Loflin emphasizes the idea of “relationology”—the study of relationships. He advises building a diverse portfolio of context-specific connections, spanning finance, compliance, operations, unions, and more. This relational fluency, he notes, may require leaders to master multiple new skills to elevate the entire enterprise. The personal and professional spheres are deeply interconnected; a healthy boundary between them can undermine a company’s fabric. Boards should understand the CEO at a Shakespearean depth, maintaining transparency and accountability to safeguard governance.
From both thinkers comes the notion that leadership blends hubris with humility. The CEO must possess the confidence to pursue excellence while recognizing the necessity of collaboration and continuous growth. Thompson points to Cristiano Amon of Qualcomm as a case study: if the leader remains the same person year after year, promotion may no longer be deserved. The path to sustained leadership is an ongoing journey, not a finite prize, and breaking records invites even tougher competition.

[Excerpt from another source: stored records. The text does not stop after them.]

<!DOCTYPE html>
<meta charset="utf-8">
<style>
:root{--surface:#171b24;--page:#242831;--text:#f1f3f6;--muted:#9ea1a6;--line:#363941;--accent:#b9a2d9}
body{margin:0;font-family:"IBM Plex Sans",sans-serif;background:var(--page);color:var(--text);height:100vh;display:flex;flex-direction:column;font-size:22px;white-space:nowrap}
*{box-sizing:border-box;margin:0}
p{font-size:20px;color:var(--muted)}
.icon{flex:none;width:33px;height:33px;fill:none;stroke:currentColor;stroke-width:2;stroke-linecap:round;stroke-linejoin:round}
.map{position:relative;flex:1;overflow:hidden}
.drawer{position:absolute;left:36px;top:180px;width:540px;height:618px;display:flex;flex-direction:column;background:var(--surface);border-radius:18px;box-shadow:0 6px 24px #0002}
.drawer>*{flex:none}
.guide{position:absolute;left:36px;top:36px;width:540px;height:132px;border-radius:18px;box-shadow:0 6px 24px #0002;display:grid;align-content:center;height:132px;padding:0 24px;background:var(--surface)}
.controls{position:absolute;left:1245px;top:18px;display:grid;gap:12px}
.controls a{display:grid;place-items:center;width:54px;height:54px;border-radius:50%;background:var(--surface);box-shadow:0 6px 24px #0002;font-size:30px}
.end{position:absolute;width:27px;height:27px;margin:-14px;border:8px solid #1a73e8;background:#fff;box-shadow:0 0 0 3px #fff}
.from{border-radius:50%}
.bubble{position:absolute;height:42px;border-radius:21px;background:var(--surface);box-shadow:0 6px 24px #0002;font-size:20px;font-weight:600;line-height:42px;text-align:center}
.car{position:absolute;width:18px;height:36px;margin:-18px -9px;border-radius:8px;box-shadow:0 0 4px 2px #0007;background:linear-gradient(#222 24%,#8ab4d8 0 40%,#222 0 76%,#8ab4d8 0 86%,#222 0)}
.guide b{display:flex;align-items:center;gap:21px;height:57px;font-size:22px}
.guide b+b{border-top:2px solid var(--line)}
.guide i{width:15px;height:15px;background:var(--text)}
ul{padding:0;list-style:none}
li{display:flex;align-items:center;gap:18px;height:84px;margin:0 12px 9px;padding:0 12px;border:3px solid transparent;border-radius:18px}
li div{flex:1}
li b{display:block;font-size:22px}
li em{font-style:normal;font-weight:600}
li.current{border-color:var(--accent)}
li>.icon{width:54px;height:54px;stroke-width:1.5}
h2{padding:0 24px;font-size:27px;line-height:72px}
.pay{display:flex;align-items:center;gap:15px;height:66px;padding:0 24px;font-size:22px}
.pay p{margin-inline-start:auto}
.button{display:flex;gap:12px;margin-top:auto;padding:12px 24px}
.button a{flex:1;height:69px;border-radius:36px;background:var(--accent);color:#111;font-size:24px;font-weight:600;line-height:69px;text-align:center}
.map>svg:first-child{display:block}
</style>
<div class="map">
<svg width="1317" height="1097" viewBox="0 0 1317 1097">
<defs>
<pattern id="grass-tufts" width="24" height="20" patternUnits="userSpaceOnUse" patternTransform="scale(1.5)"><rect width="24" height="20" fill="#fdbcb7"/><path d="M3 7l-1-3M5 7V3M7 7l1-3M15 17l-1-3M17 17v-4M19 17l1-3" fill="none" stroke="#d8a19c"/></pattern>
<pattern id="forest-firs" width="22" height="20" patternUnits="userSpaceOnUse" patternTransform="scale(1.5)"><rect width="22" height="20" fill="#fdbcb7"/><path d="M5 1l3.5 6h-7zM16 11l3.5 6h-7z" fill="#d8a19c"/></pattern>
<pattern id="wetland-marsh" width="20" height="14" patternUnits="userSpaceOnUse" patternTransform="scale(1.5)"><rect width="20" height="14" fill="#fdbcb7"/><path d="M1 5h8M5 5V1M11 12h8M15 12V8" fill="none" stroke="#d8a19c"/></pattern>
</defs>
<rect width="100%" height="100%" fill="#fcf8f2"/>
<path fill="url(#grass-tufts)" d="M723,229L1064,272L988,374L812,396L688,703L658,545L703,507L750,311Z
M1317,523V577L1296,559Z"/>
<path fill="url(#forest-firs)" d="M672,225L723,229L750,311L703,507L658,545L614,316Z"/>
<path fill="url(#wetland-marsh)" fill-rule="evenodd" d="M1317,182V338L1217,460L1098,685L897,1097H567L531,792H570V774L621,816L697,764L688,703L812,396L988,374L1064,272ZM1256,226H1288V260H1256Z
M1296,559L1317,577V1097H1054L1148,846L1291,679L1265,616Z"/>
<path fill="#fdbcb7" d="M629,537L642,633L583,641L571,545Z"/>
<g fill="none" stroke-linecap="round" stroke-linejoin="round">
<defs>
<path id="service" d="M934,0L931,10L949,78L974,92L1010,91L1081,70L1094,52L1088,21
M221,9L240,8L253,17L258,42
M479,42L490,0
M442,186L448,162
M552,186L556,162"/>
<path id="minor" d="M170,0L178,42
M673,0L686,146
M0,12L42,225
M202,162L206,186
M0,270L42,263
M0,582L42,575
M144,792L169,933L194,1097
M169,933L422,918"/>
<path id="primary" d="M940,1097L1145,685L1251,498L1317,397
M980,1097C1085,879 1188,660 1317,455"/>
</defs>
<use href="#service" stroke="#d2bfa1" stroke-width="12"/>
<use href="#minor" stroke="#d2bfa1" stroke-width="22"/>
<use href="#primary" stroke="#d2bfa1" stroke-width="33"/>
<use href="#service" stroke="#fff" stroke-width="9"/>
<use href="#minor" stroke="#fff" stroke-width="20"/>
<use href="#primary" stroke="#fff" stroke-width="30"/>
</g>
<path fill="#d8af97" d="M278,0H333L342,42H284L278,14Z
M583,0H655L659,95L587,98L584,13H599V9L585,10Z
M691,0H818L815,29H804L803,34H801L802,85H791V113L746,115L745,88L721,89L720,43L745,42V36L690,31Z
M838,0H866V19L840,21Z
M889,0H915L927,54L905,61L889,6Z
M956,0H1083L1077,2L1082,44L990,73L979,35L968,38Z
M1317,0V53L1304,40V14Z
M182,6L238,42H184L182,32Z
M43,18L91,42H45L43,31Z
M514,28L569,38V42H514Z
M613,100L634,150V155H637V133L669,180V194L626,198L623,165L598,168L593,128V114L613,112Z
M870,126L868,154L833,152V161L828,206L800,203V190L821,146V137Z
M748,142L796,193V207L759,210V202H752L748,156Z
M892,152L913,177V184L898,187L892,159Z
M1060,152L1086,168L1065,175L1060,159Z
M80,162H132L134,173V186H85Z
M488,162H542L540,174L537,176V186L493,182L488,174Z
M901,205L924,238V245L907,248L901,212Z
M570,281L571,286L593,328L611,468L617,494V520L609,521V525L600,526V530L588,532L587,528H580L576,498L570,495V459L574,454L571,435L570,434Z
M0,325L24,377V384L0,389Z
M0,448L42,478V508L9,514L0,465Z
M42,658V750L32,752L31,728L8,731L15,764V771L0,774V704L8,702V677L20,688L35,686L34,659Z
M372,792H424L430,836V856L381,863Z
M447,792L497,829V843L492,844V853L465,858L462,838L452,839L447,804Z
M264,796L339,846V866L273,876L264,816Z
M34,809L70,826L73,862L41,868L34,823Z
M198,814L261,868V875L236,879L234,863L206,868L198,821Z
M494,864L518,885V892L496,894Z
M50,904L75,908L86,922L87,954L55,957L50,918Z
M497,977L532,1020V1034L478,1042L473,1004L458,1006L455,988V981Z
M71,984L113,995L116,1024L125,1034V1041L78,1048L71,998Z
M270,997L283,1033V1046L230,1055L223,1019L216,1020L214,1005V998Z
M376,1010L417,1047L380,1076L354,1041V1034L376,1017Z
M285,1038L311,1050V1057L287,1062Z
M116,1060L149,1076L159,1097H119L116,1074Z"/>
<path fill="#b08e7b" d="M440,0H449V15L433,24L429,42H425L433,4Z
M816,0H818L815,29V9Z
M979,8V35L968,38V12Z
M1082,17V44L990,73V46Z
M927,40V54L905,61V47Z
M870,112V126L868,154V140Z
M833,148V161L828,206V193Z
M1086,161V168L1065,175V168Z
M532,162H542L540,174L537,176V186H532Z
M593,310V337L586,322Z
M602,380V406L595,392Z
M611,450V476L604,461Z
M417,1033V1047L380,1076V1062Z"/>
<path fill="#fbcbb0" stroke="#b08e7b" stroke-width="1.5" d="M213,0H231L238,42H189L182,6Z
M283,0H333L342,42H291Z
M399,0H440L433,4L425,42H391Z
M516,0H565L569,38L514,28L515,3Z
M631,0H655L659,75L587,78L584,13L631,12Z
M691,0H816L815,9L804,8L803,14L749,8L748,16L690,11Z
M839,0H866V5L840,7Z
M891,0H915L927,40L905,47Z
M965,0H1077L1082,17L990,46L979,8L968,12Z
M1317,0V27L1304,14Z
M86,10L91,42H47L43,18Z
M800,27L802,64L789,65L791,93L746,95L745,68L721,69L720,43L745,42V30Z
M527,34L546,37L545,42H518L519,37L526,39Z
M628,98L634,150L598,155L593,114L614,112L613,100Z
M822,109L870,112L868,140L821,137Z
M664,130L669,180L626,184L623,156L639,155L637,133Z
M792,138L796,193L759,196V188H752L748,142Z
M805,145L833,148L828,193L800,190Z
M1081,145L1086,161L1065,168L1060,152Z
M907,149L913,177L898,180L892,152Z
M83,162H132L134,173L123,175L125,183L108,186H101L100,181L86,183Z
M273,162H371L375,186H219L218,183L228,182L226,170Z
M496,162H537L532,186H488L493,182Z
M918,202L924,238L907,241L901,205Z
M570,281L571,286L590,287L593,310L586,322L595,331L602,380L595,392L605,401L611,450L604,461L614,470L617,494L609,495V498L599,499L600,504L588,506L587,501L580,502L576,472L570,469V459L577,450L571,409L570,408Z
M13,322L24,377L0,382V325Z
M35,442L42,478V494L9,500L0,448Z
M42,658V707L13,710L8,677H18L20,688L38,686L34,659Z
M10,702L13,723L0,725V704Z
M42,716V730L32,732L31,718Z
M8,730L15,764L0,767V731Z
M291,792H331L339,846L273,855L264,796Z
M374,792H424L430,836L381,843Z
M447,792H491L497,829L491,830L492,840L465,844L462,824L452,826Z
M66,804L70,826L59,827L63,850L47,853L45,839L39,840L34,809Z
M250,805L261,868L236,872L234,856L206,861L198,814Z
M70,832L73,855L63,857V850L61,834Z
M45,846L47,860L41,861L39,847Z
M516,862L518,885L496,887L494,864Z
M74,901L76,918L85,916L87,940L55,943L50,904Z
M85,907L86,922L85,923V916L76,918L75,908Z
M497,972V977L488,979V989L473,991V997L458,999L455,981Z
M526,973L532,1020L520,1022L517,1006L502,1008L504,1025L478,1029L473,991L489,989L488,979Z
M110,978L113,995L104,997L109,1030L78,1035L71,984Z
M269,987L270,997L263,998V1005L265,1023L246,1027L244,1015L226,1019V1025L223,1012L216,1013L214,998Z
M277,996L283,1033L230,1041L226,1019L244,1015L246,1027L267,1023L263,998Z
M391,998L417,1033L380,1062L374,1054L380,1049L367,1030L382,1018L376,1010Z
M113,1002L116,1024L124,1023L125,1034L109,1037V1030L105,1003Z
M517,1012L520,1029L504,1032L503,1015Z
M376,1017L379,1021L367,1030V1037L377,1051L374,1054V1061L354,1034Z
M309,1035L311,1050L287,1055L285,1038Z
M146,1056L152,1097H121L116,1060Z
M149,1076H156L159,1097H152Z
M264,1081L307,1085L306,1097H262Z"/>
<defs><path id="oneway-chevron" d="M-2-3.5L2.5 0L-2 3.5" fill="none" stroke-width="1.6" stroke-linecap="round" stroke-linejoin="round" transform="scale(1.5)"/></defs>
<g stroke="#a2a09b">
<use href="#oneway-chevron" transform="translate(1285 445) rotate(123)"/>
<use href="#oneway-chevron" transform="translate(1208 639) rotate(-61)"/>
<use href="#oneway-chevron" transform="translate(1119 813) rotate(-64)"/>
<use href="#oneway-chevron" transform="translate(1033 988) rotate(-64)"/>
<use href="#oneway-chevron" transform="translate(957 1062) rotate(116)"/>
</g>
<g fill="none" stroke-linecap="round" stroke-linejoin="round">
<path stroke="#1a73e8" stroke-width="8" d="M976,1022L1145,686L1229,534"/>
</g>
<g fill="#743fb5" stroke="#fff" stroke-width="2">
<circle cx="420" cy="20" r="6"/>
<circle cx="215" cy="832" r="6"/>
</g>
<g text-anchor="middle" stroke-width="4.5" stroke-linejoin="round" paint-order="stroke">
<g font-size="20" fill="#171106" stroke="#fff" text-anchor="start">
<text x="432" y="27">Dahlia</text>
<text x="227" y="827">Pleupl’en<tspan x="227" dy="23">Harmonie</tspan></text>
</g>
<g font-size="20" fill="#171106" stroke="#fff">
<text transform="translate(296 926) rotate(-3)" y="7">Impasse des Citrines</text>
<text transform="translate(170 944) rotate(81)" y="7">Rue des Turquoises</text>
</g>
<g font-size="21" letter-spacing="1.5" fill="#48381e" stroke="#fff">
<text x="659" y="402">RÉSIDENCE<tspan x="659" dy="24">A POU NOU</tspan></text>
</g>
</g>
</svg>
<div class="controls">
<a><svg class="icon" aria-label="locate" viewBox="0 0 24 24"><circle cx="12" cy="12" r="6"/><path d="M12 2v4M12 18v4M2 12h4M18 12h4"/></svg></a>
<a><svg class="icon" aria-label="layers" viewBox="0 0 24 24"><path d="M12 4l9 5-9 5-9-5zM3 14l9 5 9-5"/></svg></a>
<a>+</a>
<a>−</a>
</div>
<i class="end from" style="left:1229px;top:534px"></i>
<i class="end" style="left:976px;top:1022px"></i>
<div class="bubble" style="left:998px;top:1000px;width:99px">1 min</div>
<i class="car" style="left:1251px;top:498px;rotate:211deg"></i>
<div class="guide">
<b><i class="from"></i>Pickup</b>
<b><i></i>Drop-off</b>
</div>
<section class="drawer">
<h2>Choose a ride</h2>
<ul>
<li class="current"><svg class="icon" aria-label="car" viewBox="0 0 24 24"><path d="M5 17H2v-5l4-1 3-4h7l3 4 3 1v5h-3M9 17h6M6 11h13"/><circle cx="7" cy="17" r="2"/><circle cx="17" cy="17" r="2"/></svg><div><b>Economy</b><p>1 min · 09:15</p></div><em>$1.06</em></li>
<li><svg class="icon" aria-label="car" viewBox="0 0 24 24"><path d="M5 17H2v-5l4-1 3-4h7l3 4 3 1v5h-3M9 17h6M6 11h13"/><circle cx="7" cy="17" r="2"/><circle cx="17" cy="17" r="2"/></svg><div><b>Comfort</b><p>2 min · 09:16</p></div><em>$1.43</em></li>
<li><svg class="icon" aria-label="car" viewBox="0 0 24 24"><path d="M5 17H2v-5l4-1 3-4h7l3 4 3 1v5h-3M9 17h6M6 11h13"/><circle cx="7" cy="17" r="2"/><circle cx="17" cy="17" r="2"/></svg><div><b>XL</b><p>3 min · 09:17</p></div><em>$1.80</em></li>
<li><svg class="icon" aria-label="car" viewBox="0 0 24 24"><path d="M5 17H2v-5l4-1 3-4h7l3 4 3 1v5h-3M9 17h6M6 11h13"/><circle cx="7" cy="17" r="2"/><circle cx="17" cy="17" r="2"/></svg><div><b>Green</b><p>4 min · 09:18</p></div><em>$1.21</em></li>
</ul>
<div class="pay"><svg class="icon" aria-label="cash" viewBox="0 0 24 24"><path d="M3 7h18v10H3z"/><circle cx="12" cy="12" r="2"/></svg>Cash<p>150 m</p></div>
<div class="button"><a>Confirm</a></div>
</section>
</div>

Boards, in Loflin’s view, should move beyond the Hollywood caricature of the ruthless executive and instead cultivate authentic care, accountability, and supportive scrutiny. Admitting areas for improvement is a sign of strength and vulnerability, not weakness. In practice, this means boards should engage with genuine warmth—balanced with the tough love needed to keep governance rigorous.
A notable anecdote from Loflin: over breakfast with a director of a $30 billion company, the question arose—do you love your management team? The director’s response, equating loyalty to family ties built over years, underscores a broader governance message: enduring, trust-based relationships can be a powerful, stabilizing force in corporate leadership. The takeaway is not sentimentality, but a disciplined approach to mentorship, guidance, and accountability in the corporate arena.
Ultimately, the experts caution against the dangerous myth of the all-powerful, invincible CEO. The real craft lies in balancing ambition with empathy, openness with discipline, and a willingness to evolve. In the modern, activist-influenced landscape, leadership is less about dramatic conquest and more about sustainable stewardship—guided by clear relationships, principled accountability, and a readiness to adapt under pressure.